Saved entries
BEGIN
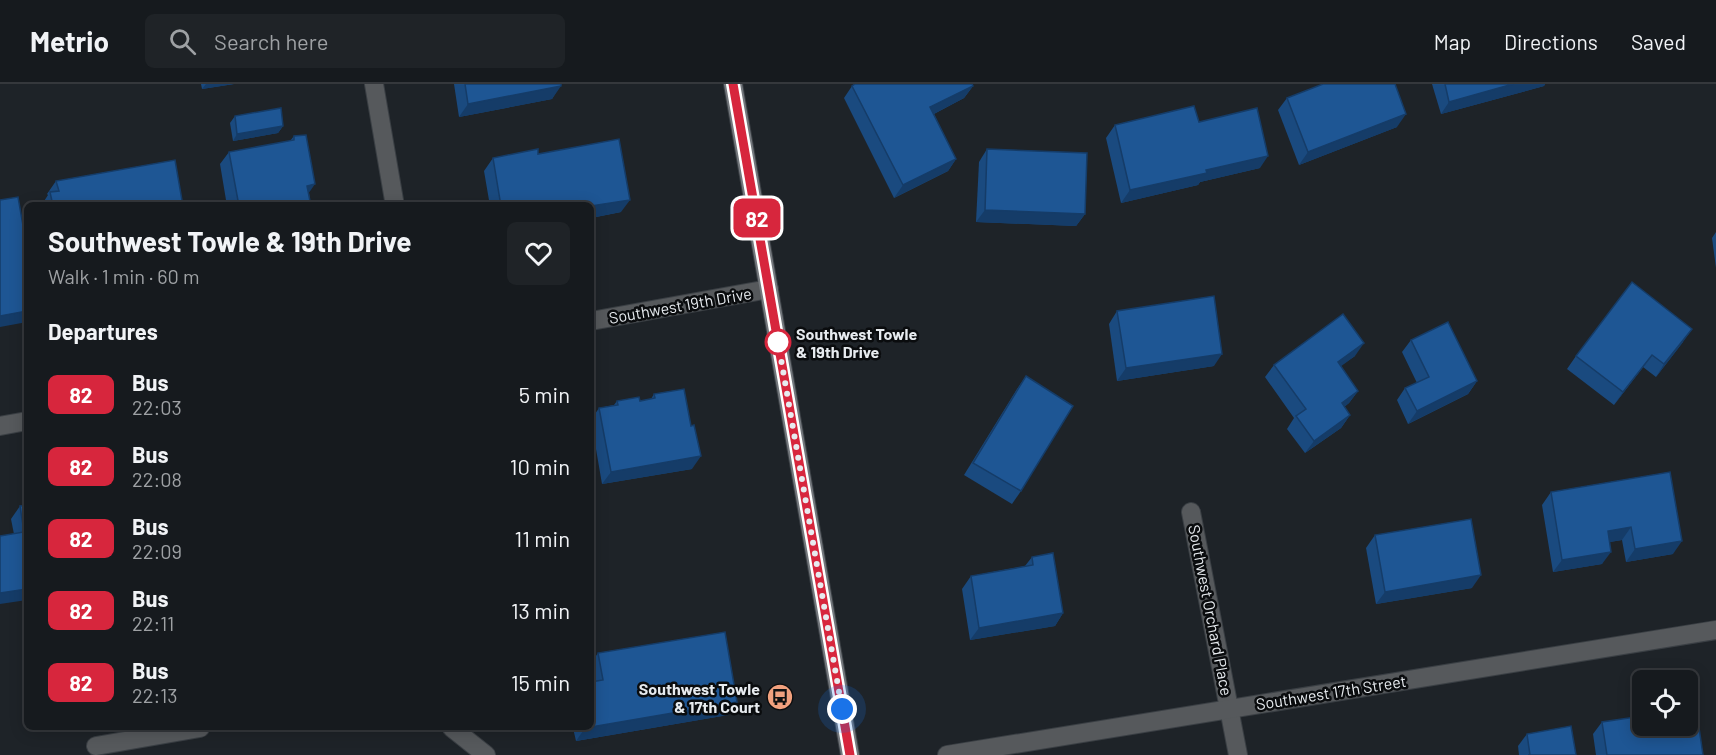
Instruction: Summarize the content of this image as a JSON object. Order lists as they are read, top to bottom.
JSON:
{
  "streets": {
    "street": ["Southwest 19th Drive", "Southwest Orchard Place", "Southwest 17th Street"]
  },
  "crossings": [
    ["Southwest Orchard Place", "Southwest 17th Street"]
  ],
  "places": {
    "other": ["Southwest Towle & 19th Drive"],
    "bus stop": ["Southwest Towle & 17th Court"]
  },
  "lines": ["bus line 82"],
  "page": {
    "header": "Metrio",
    "search": "Search here",
    "nav": ["Map", "Directions", "Saved"],
    "on_map": "82",
    "heading": [
      ["Southwest Towle & 19th Drive", "Walk · 1 min · 60 m"],
      "Departures"
    ],
    "list": [
      {
        "mark": "82",
        "name": "Bus",
        "note": "22:03",
        "value": "5 min"
      },
      {
        "mark": "82",
        "name": "Bus",
        "note": "22:08",
        "value": "10 min"
      },
      {
        "mark": "82",
        "name": "Bus",
        "note": "22:09",
        "value": "11 min"
      },
      {
        "mark": "82",
        "name": "Bus",
        "note": "22:11",
        "value": "13 min"
      },
      {
        "mark": "82",
        "name": "Bus",
        "note": "22:13",
        "value": "15 min"
      }
    ]
  }
}
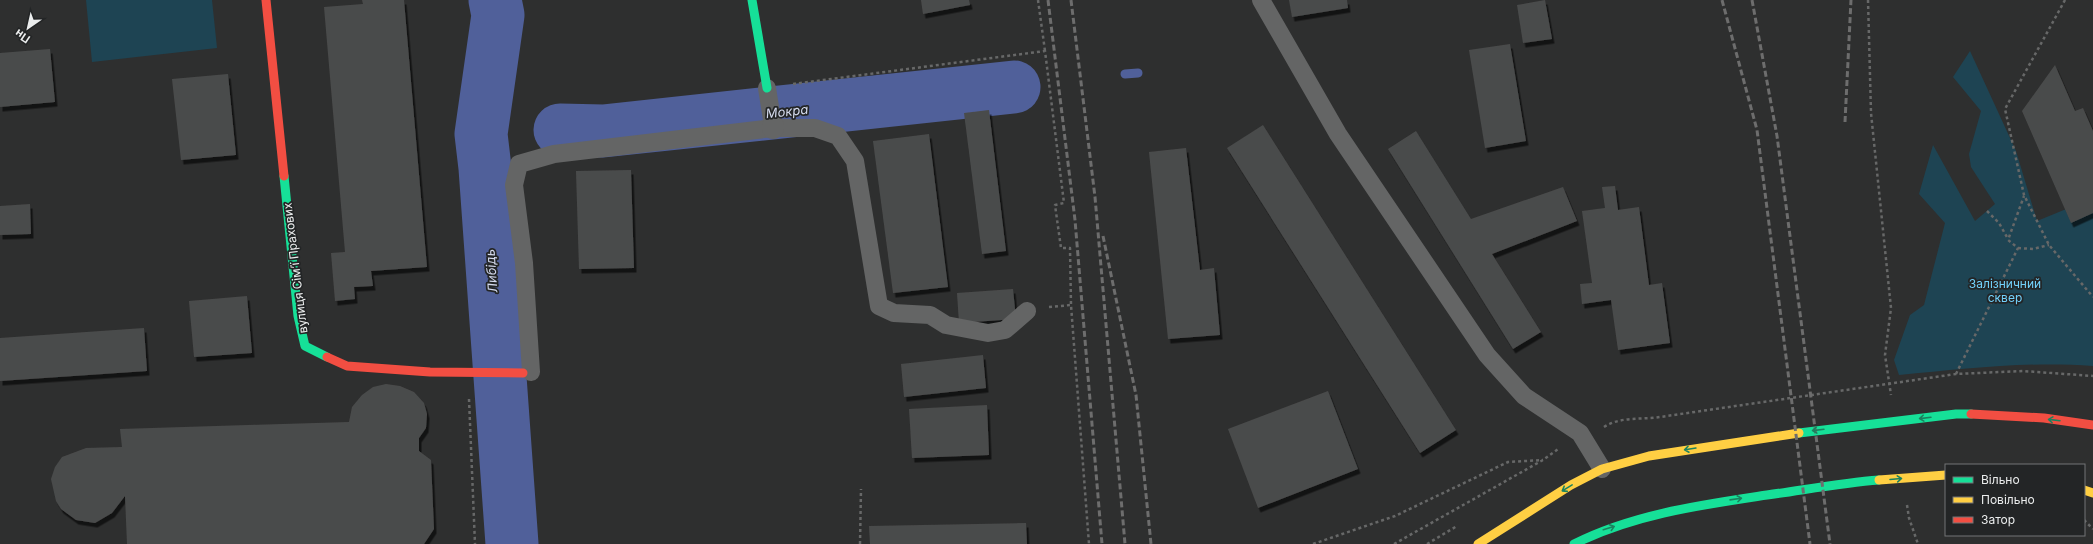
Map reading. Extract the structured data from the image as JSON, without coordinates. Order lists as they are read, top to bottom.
END
_Exercise brief_: From first line to last, return the records verbatim without their pictures.

_Exercise result_:
Instruction: Summarize the content of this image as a JSON object. Order lists as they are read, top to bottom.
JSON:
{
  "streets": {
    "street": ["Southwest 19th Drive", "Southwest Orchard Place", "Southwest 17th Street"]
  },
  "crossings": [
    ["Southwest Orchard Place", "Southwest 17th Street"]
  ],
  "places": {
    "other": ["Southwest Towle & 19th Drive"],
    "bus stop": ["Southwest Towle & 17th Court"]
  },
  "lines": ["bus line 82"],
  "page": {
    "header": "Metrio",
    "search": "Search here",
    "nav": ["Map", "Directions", "Saved"],
    "on_map": "82",
    "heading": [
      ["Southwest Towle & 19th Drive", "Walk · 1 min · 60 m"],
      "Departures"
    ],
    "list": [
      {
        "mark": "82",
        "name": "Bus",
        "note": "22:03",
        "value": "5 min"
      },
      {
        "mark": "82",
        "name": "Bus",
        "note": "22:08",
        "value": "10 min"
      },
      {
        "mark": "82",
        "name": "Bus",
        "note": "22:09",
        "value": "11 min"
      },
      {
        "mark": "82",
        "name": "Bus",
        "note": "22:11",
        "value": "13 min"
      },
      {
        "mark": "82",
        "name": "Bus",
        "note": "22:13",
        "value": "15 min"
      }
    ]
  }
}
Map reading. Extract the structured data from the image as JSON, without coordinates. Order lists as they are read, top to bottom.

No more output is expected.